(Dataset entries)
Segment Open
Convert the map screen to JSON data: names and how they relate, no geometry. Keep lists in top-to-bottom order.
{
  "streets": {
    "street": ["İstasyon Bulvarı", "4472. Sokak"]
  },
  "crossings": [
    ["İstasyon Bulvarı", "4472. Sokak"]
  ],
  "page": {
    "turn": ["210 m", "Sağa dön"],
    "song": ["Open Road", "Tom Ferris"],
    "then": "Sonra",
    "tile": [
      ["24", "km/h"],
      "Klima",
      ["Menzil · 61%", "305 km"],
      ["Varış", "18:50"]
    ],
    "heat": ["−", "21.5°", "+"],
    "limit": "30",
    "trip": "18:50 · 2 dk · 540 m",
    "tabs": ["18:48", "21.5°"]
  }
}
Segment Closed
→ **Prompt**
Go through the data above and repeat all of it exactly.

→ **Your solution**
Convert the map screen to JSON data: names and how they relate, no geometry. Keep lists in top-to-bottom order.
{
  "streets": {
    "street": ["İstasyon Bulvarı", "4472. Sokak"]
  },
  "crossings": [
    ["İstasyon Bulvarı", "4472. Sokak"]
  ],
  "page": {
    "turn": ["210 m", "Sağa dön"],
    "song": ["Open Road", "Tom Ferris"],
    "then": "Sonra",
    "tile": [
      ["24", "km/h"],
      "Klima",
      ["Menzil · 61%", "305 km"],
      ["Varış", "18:50"]
    ],
    "heat": ["−", "21.5°", "+"],
    "limit": "30",
    "trip": "18:50 · 2 dk · 540 m",
    "tabs": ["18:48", "21.5°"]
  }
}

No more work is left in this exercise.